■ REQUIRED WORK ■
Your answer should be the exact lines of the data below from the one containing "Map reading. Describe" through the one containing "Describe this street"; please include nothing else.

************

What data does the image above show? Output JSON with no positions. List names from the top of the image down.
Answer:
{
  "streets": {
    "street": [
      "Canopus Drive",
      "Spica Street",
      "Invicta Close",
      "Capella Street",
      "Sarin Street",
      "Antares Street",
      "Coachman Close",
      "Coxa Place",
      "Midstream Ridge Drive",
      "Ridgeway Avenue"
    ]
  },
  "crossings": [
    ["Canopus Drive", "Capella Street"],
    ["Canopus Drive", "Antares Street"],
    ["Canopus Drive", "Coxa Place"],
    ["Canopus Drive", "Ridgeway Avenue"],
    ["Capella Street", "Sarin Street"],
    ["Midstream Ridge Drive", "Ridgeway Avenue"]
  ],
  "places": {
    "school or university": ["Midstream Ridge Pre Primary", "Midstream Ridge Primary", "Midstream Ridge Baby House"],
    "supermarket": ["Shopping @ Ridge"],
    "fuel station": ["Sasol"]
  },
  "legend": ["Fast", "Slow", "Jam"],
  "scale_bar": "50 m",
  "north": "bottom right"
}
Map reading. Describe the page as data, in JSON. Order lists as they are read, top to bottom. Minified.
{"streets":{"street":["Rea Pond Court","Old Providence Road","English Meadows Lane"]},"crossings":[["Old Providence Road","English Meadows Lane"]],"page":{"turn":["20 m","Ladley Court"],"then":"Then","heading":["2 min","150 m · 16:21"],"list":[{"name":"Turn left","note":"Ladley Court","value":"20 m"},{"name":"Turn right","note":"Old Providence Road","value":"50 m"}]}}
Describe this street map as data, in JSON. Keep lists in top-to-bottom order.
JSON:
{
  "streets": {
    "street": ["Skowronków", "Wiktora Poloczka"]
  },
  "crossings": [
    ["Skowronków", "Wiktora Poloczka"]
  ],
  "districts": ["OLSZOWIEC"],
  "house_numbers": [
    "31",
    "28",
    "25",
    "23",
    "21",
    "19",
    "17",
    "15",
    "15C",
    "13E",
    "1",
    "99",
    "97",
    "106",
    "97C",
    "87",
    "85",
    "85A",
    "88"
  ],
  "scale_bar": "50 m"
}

************

■ EXERCISE ANSWER ■
Map reading. Describe the page as data, in JSON. Order lists as they are read, top to bottom. Minified.
{"streets":{"street":["Rea Pond Court","Old Providence Road","English Meadows Lane"]},"crossings":[["Old Providence Road","English Meadows Lane"]],"page":{"turn":["20 m","Ladley Court"],"then":"Then","heading":["2 min","150 m · 16:21"],"list":[{"name":"Turn left","note":"Ladley Court","value":"20 m"},{"name":"Turn right","note":"Old Providence Road","value":"50 m"}]}}
Describe this street map as data, in JSON. Keep lists in top-to-bottom order.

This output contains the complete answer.